### WHAT THE EXERCISE ASKS
Give back exactly the lines of the data below, starting with the line that has "<h2>Choose a ride</h2>" and going on through the line that has "min · 18:39</p></div><em>¥591</em></li>".

[Records from a data collection]
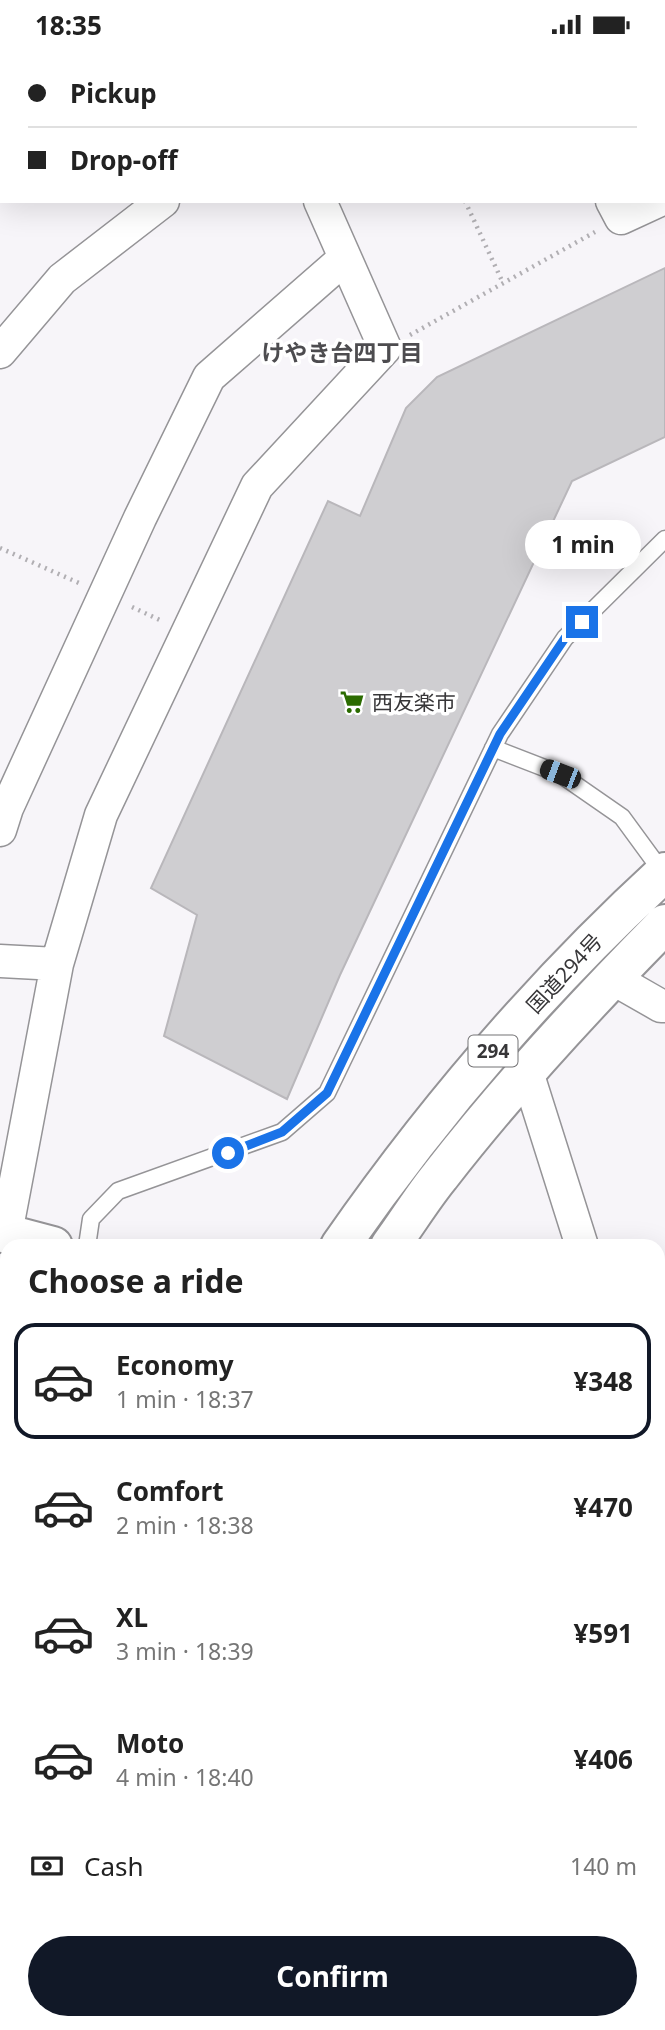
<!DOCTYPE html>
<meta charset="utf-8">
<style>
body{margin:0;font-family:"Noto Sans","Noto Sans JP",sans-serif;background:#f2f2f2;color:#222;height:100vh;display:flex;flex-direction:column;font-size:26px;white-space:nowrap}
*{box-sizing:border-box;margin:0}
p{font-size:23px;color:#767676}
.icon{flex:none;width:38px;height:38px;fill:none;stroke:currentColor;stroke-width:2;stroke-linecap:round;stroke-linejoin:round}
.map{position:relative;flex:1;overflow:hidden}
.details{position:absolute;left:0px;top:1190px;width:665px;height:791px;display:flex;flex-direction:column;background:#fff;border-radius:21px 21px 0 0;box-shadow:0 7px 28px #0002}
.details>*{flex:none}
.top-card{position:absolute;left:0px;top:0px;width:665px;height:154px;box-shadow:0 7px 28px #0002;display:grid;align-content:center;height:154px;padding:0 28px;background:#fff}
.end{position:absolute;width:32px;height:32px;margin:-16px;border:9px solid #1a73e8;background:#fff;box-shadow:0 0 0 4px #fff}
.from{border-radius:50%}
.bubble{position:absolute;height:49px;border-radius:24px;background:#fff;box-shadow:0 7px 28px #0002;font-size:23px;font-weight:700;line-height:49px;text-align:center}
.car{position:absolute;width:21px;height:42px;margin:-21px -10px;border-radius:9px;box-shadow:0 0 5px 2px #0007;background:linear-gradient(#222 24%,#8ab4d8 0 40%,#222 0 76%,#8ab4d8 0 86%,#222 0)}
.top-card b{display:flex;align-items:center;gap:24px;height:66px;font-size:26px}
.top-card b+b{border-top:2px solid #e0e0e0}
.top-card i{width:18px;height:18px;background:#222}
ul{padding:0;list-style:none}
li{display:flex;align-items:center;gap:21px;height:116px;margin:0 14px 10px;padding:0 14px;border:4px solid transparent;border-radius:21px}
li div{flex:1}
li b{display:block;font-size:26px}
li em{font-style:normal;font-weight:700}
li.on{border-color:#111827}
li>.icon{width:63px;height:63px;stroke-width:1.5}
h2{padding:0 28px;font-size:32px;line-height:84px}
.pay{display:flex;align-items:center;gap:18px;height:77px;padding:0 28px;font-size:26px}
.pay p{margin-inline-start:auto}
.primary-button{display:flex;gap:14px;margin-top:auto;padding:14px 28px}
.primary-button a{flex:1;height:80px;border-radius:42px;background:#111827;color:#fff;font-size:28px;font-weight:700;line-height:80px;text-align:center}
.status{display:flex;justify-content:space-between;align-items:center;height:49px;padding:0 35px;background:#fff;direction:ltr}
.status svg{height:19px;fill:currentColor}
.map>svg:first-child{display:block}
</style>
<div class="status"><b>18:35</b><svg viewBox="0 0 49 12"><path d="M0 12V9h3v3zM5 12V6h3v6zM10 12V3h3v9zM15 12V0h3v12zM26 1h20v11H26zM47 4h2v5h-2z"/></svg></div>
<div class="map">
<svg width="665" height="1981" viewBox="0 0 665 1981">
<rect width="100%" height="100%" fill="#f7f5f9"/>
<path fill="#cfced1" stroke="#b9b7bb" stroke-width="2" d="M665,219V388L572,432L340,926L287,1050L164,987L197,866L151,839L328,452L360,467L406,359L437,328Z"/>
<g fill="none" stroke-linecap="round" stroke-linejoin="round">
<g stroke="#959497" stroke-width="19">
<path id="service" d="M493,699L560,725L622,768L663,824
M87,1197L91,1170L118,1142L282,1083L327,1044L500,685L565,589L665,490
M658,1326H665"/>
</g>
<g stroke="#959497" stroke-width="35">
<path id="minor" d="M254,0V2
M533,0L534,2
M58,2L61,0
M663,17L665,20
M0,32L2,31
M612,152L621,169L658,152
M0,303L62,230L163,152
M0,781L7,759L140,469L209,328L345,209
M0,912L57,915
M612,929L661,957H665
M527,1023L582,1197
M6,1184L57,915L101,766L257,437L385,299L320,152
M0,1415L7,1417
M658,1424L665,1438
M0,1565L7,1548
M658,1687L665,1691
M658,1792L665,1779
M192,1981L193,1974
M382,1981L384,1974
M560,1981L563,1974"/>
</g>
<g stroke="#959497" stroke-width="42">
<path id="tertiary" d="M0,1183L53,1197"/>
</g>
<g stroke="#959497" stroke-width="42">
<path id="trunk" d="M340,1197C434,1062 544,934 665,823
M390,1197C407,1174 422,1149 440,1127C509,1038 586,955 665,875
M1,1981L7,1956
M39,1981L41,1974"/>
</g>
<path stroke="#b1afb3" stroke-width="4.5" stroke-dasharray="2 5" stroke-linecap="butt" d="M394,0L395,2
M437,2L441,0
M465,152L503,234
M410,286L595,183
M0,499L79,534
M132,558L162,572"/>
<use href="#service" stroke="#fff" stroke-width="16"/>
<use href="#minor" stroke="#fff" stroke-width="32"/>
<use href="#tertiary" stroke="#fff" stroke-width="38"/>
<use href="#trunk" stroke="#fff" stroke-width="38"/>
<path stroke="#6d6c6e" stroke-width="5" stroke-dasharray="3.5 7" stroke-linecap="butt" d="M658,1868L665,1854
M658,1907L665,1893
M599,1981L603,1974
M621,1981L624,1974"/>
</g>
<g fill="none" stroke-linecap="round" stroke-linejoin="round">
<path stroke="#1a73e8" stroke-width="9" d="M228,1104L282,1083L327,1044L500,685L565,589L582,573"/>
</g>
<defs>
<g id="supermarket-bare" transform="scale(1.89)"><path d="M-6-5.5h2.5l.6 2H6L4.5 2H-2.5L-4.4-4H-6ZM-1.5 3.2a1.3 1.3 0 1 0 .1 0ZM3 3.2a1.3 1.3 0 1 0 .1 0Z" fill="#2b6b00" stroke="#fff" stroke-width="2.5" paint-order="stroke"/></g>
</defs>
<g fill-rule="evenodd">
<use href="#supermarket-bare" x="352" y="653"/>
</g>
<g text-anchor="middle" dominant-baseline="central" stroke-width="7" stroke-linejoin="round" paint-order="stroke">
<rect fill="#fff" stroke="#737274" stroke-width="2" x="468.5" y="986.5" width="49" height="31" rx="5"/>
<g font-size="19" font-weight="bold" fill="#373638">
<text x="493" y="1002">294</text>
</g>
<g font-size="21" fill="#373638" stroke="#fff" text-anchor="start">
<text x="372" y="653">西友楽市</text>
</g>
<g font-size="21" fill="#373638" stroke="#fff">
<text transform="translate(564 924) rotate(-47)">国道294号</text>
</g>
<g font-size="23" font-weight="bold" fill="#4d4c4f" stroke="#fff">
<text x="342" y="303">けやき台四丁目</text>
</g>
</g>
</svg>
<i class="end from" style="left:228px;top:1104px"></i>
<i class="end" style="left:582px;top:573px"></i>
<div class="bubble" style="left:525px;top:471px;width:116px">1 min</div>
<i class="car" style="left:560px;top:725px;rotate:291deg"></i>
<div class="top-card">
<b><i class="from"></i>Pickup</b>
<b><i></i>Drop-off</b>
</div>
<section class="details">
<h2>Choose a ride</h2>
<ul>
<li class="on"><svg class="icon" aria-label="car" viewBox="0 0 24 24"><path d="M5 17H2v-5l4-1 3-4h7l3 4 3 1v5h-3M9 17h6M6 11h13"/><circle cx="7" cy="17" r="2"/><circle cx="17" cy="17" r="2"/></svg><div><b>Economy</b><p>1 min · 18:37</p></div><em>¥348</em></li>
<li><svg class="icon" aria-label="car" viewBox="0 0 24 24"><path d="M5 17H2v-5l4-1 3-4h7l3 4 3 1v5h-3M9 17h6M6 11h13"/><circle cx="7" cy="17" r="2"/><circle cx="17" cy="17" r="2"/></svg><div><b>Comfort</b><p>2 min · 18:38</p></div><em>¥470</em></li>
<li><svg class="icon" aria-label="car" viewBox="0 0 24 24"><path d="M5 17H2v-5l4-1 3-4h7l3 4 3 1v5h-3M9 17h6M6 11h13"/><circle cx="7" cy="17" r="2"/><circle cx="17" cy="17" r="2"/></svg><div><b>XL</b><p>3 min · 18:39</p></div><em>¥591</em></li>
<li><svg class="icon" aria-label="car" viewBox="0 0 24 24"><path d="M5 17H2v-5l4-1 3-4h7l3 4 3 1v5h-3M9 17h6M6 11h13"/><circle cx="7" cy="17" r="2"/><circle cx="17" cy="17" r="2"/></svg><div><b>Moto</b><p>4 min · 18:40</p></div><em>¥406</em></li>
</ul>
<div class="pay"><svg class="icon" aria-label="cash" viewBox="0 0 24 24"><path d="M3 7h18v10H3z"/><circle cx="12" cy="12" r="2"/></svg>Cash<p>140 m</p></div>
<div class="primary-button"><a>Confirm</a></div>
</section>
</div>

### TASK OUTPUT
<h2>Choose a ride</h2>
<ul>
<li class="on"><svg class="icon" aria-label="car" viewBox="0 0 24 24"><path d="M5 17H2v-5l4-1 3-4h7l3 4 3 1v5h-3M9 17h6M6 11h13"/><circle cx="7" cy="17" r="2"/><circle cx="17" cy="17" r="2"/></svg><div><b>Economy</b><p>1 min · 18:37</p></div><em>¥348</em></li>
<li><svg class="icon" aria-label="car" viewBox="0 0 24 24"><path d="M5 17H2v-5l4-1 3-4h7l3 4 3 1v5h-3M9 17h6M6 11h13"/><circle cx="7" cy="17" r="2"/><circle cx="17" cy="17" r="2"/></svg><div><b>Comfort</b><p>2 min · 18:38</p></div><em>¥470</em></li>
<li><svg class="icon" aria-label="car" viewBox="0 0 24 24"><path d="M5 17H2v-5l4-1 3-4h7l3 4 3 1v5h-3M9 17h6M6 11h13"/><circle cx="7" cy="17" r="2"/><circle cx="17" cy="17" r="2"/></svg><div><b>XL</b><p>3 min · 18:39</p></div><em>¥591</em></li>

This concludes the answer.